ATLANTA, Ga. (April, 2017)Kim Kardashian and Angelina Jolie helped make them popular. Singer Katy Perry even has her own product line. And they’re a big part of the $40 billion beauty salon industry. But can eyelash extensions put your vision at risk?
One Atlanta woman found out the hard way just how dangerous they can be.
Kimberly Parnell, an events and conference manager, just wanted an easy way to look great and not wear a lot of makeup. Born with short eyelashes, Parnell had always wanted the long, luxurious lashes featured in advertisements for beauty products.
Her sister had had lash extensions done and had not had a problem. Parnell thought of them as an easy alternative to wearing a lot of makeup and something that would make her look more professional.
Instead, a bacterial infection led to months of treatment and, finally, surgery.
Eyelash extensions are individual lashes, made of a synthetic fiber, which a professional glues one strand at a time on to each of a person’s top lashes. They last until the natural lash falls out, in roughly 60-90 days. Some people return for refills every 20-30 days. Others get them done for special occasions and then let them grow out, returning when they need a new set.

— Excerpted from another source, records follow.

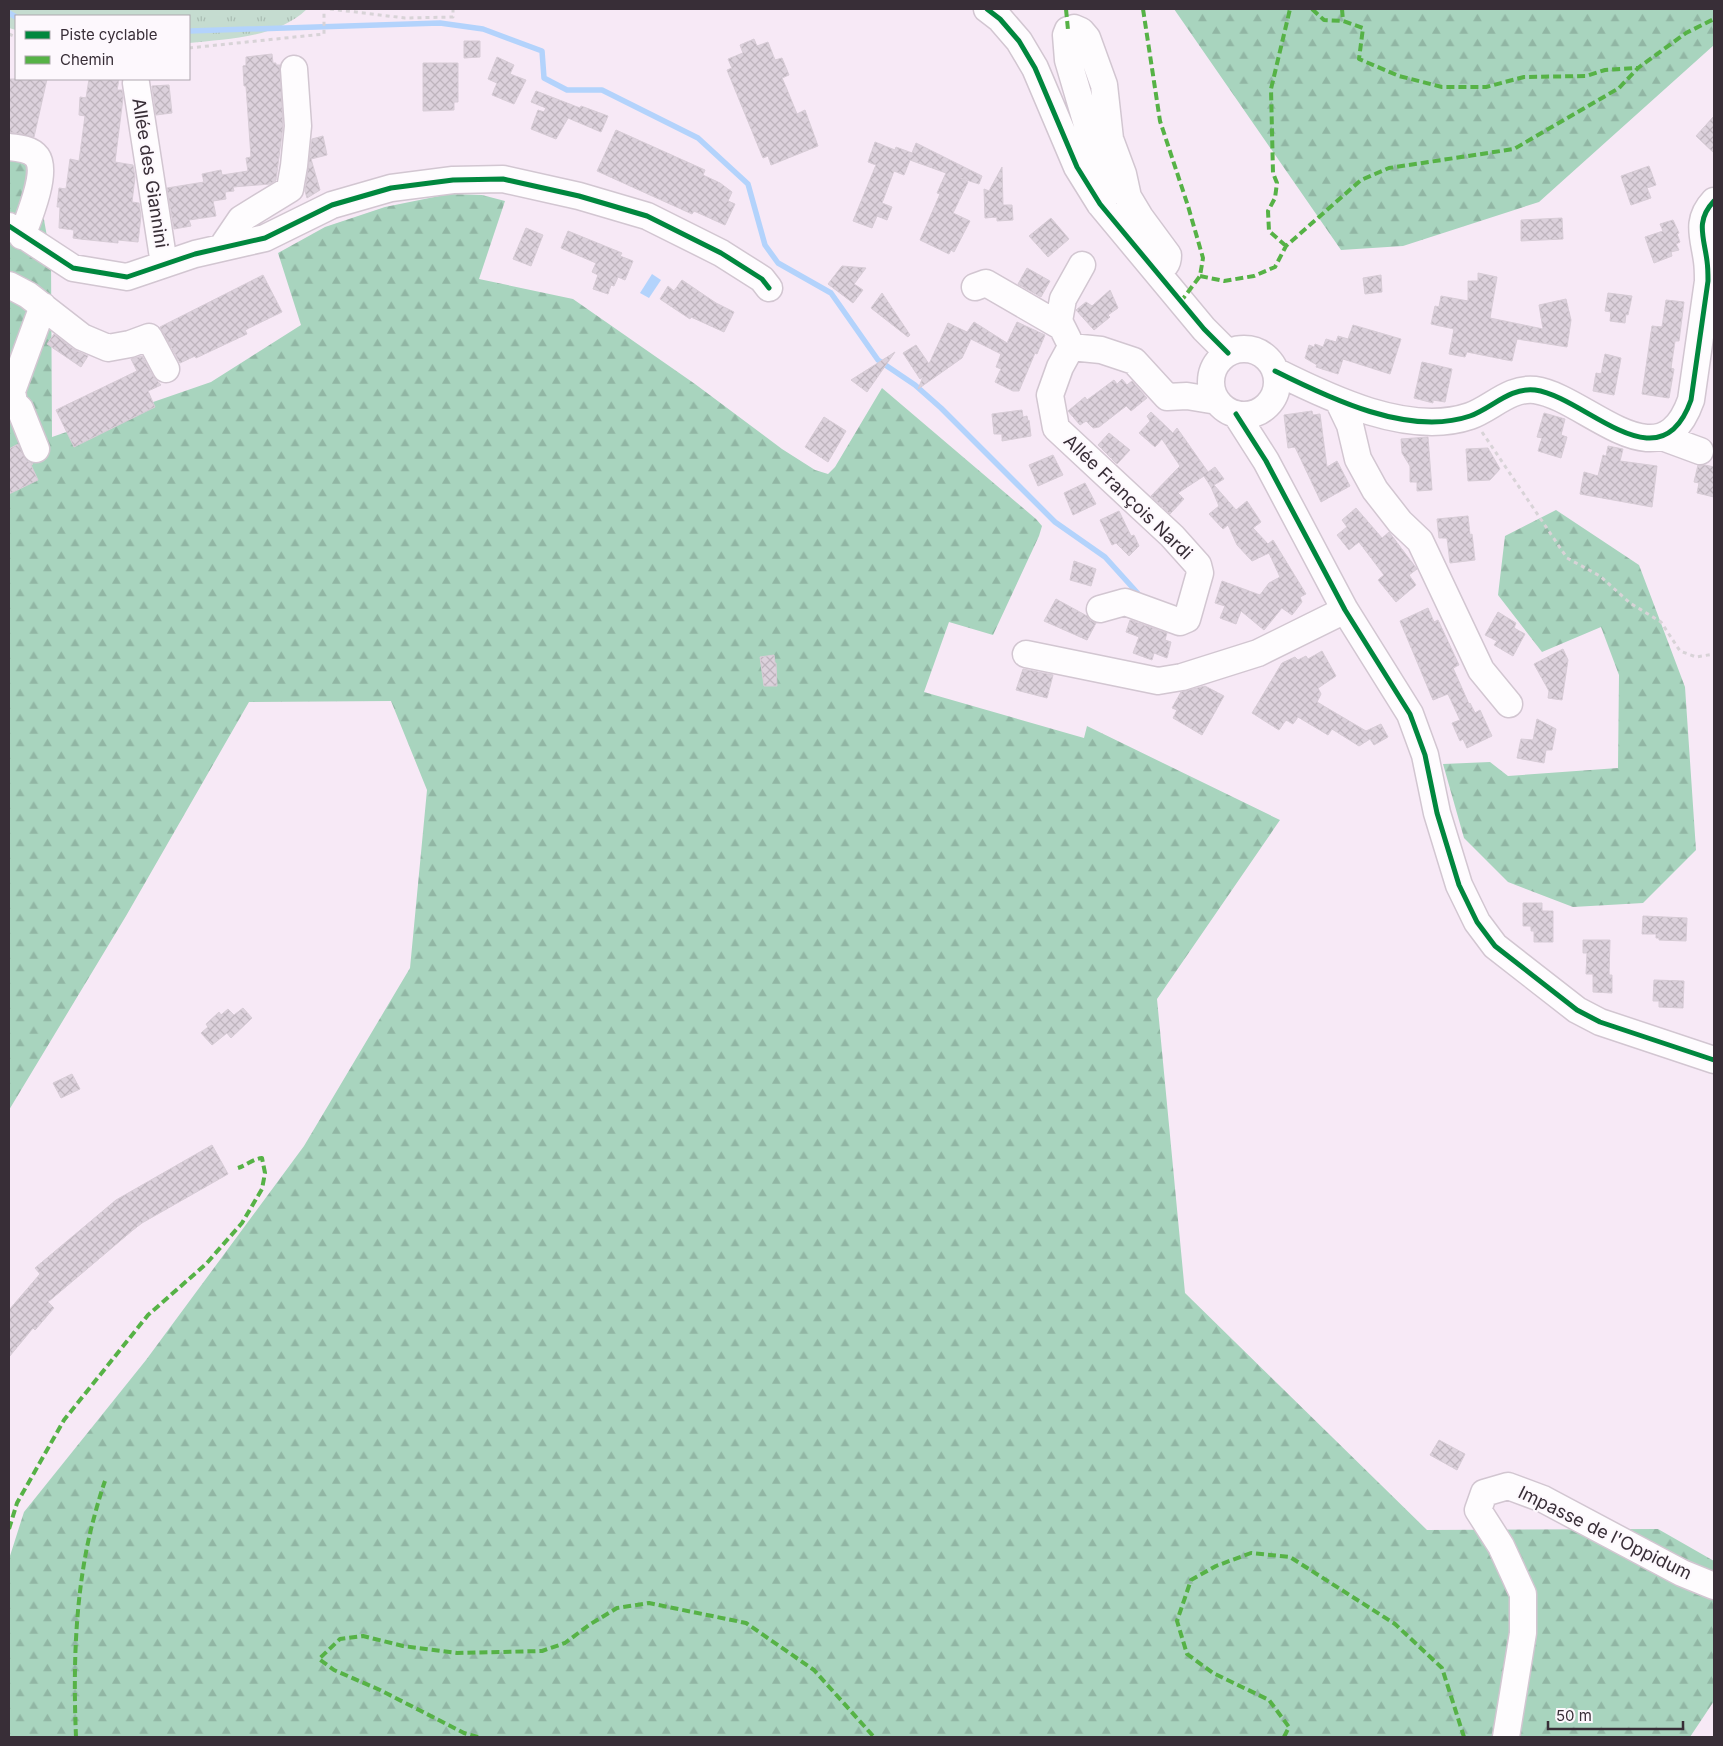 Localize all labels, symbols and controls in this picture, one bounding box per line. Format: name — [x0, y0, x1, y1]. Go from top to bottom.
legend — [15, 15, 190, 80]
text: Piste cyclable — [60, 25, 157, 44]
text: Chemin — [60, 50, 114, 69]
street label: Allée des Giannini — [128, 96, 173, 250]
street label: Allée François Nardi — [1060, 430, 1197, 563]
street label: Impasse de l'Oppidum — [1515, 1481, 1695, 1584]
scale bar — [1548, 1698, 1683, 1730]
text: 50 m — [1556, 1706, 1592, 1725]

When Parnell had the extensions added, she paid special attention to the care regimen outlined by the aesthetician. “I always listen closely to advice like that,” Parnell said. “Part of the maintenance was washing the lashes with antibacterial soap two to three times a day. It was a bit inconvenient, but I followed all the rules.”
Unfortunately, about three weeks after having the extensions put on, Parnell developed an eye infection that blocked the lash glands and she ended up developing a sizeable stye. Resembling a pimple on the eyelid, a stye can grow on the inside or outside of the lid.
Parnell says that at first it was a slight itching sensation, then her upper eyelid started to get red and puffy.
She waited to see if the puffiness would go away. She realized it was not going to go away when the eyelid became inflamed and visibly swelled. Then she developed a huge knot in the top part of her eyelid near the socket.
Parnell has been a regular patient of Dr. Andrea Knouff of Atlanta for three years. She went to Dr. Knouff at her office at Eyeclectic Vision Source on Howell Mill Road for an examination and treatment.
Dr. Knouff diagnosed that an infection had led the stye to grow in the gland behind the lash gland.
Parnell was first treated with oral antibiotics and then an ointment.
During this time she could not wear makeup, could not wear her contact lenses and was dealing with the “crusty stuff” her eye was producing.
“There were days when my entire eyelid stayed red all day long,” Parnell said. “Being out in public and not being able to wear makeup and having to wear my glasses was bad enough, but the look of it was just horrible.”
Despite progressively aggressive treatments the stye was so severe that Dr. Knouff determined that it had to be surgically removed. Parnell was referred to a doctor who performed the surgery in June 2016.
During the outpatient surgery the doctor flipped the eyelid, operated from the inside and scraped out the infection.
Parnell’s advice to people considering getting lashes? “Don’t! You just never know how your body is going to react.”
“I chose a reputable shop and followed all of the directions,” Parnell said. “It may have been a freak experience but I don’t feel like it’s worth it. I’m really lucky that Dr. Knouff was there to help me deal with this really annoying problem.”
Parnell has recovered and no longer wears lash extensions.
Lash Extension Safety Tips
Try traditional false eyelashes first to see if you really need the lash extensions.
When you decide to have them done choose a reputable salon.
Ask the aesthetician if the equipment has been sterilized or is new.
Wait 48 hours before getting water near the eye area after your lashes are applied. The glue needs to dry and set properly.
Your usual skincare routine will need to be slightly adjusted during this window. Avoid eye creams and oil anywhere on the face.
Consider taking a break from lashes every six to eight months to clean your natural lashes thoroughly and let them retain the natural curl that gets flattened by the weight of the artificial lash over time.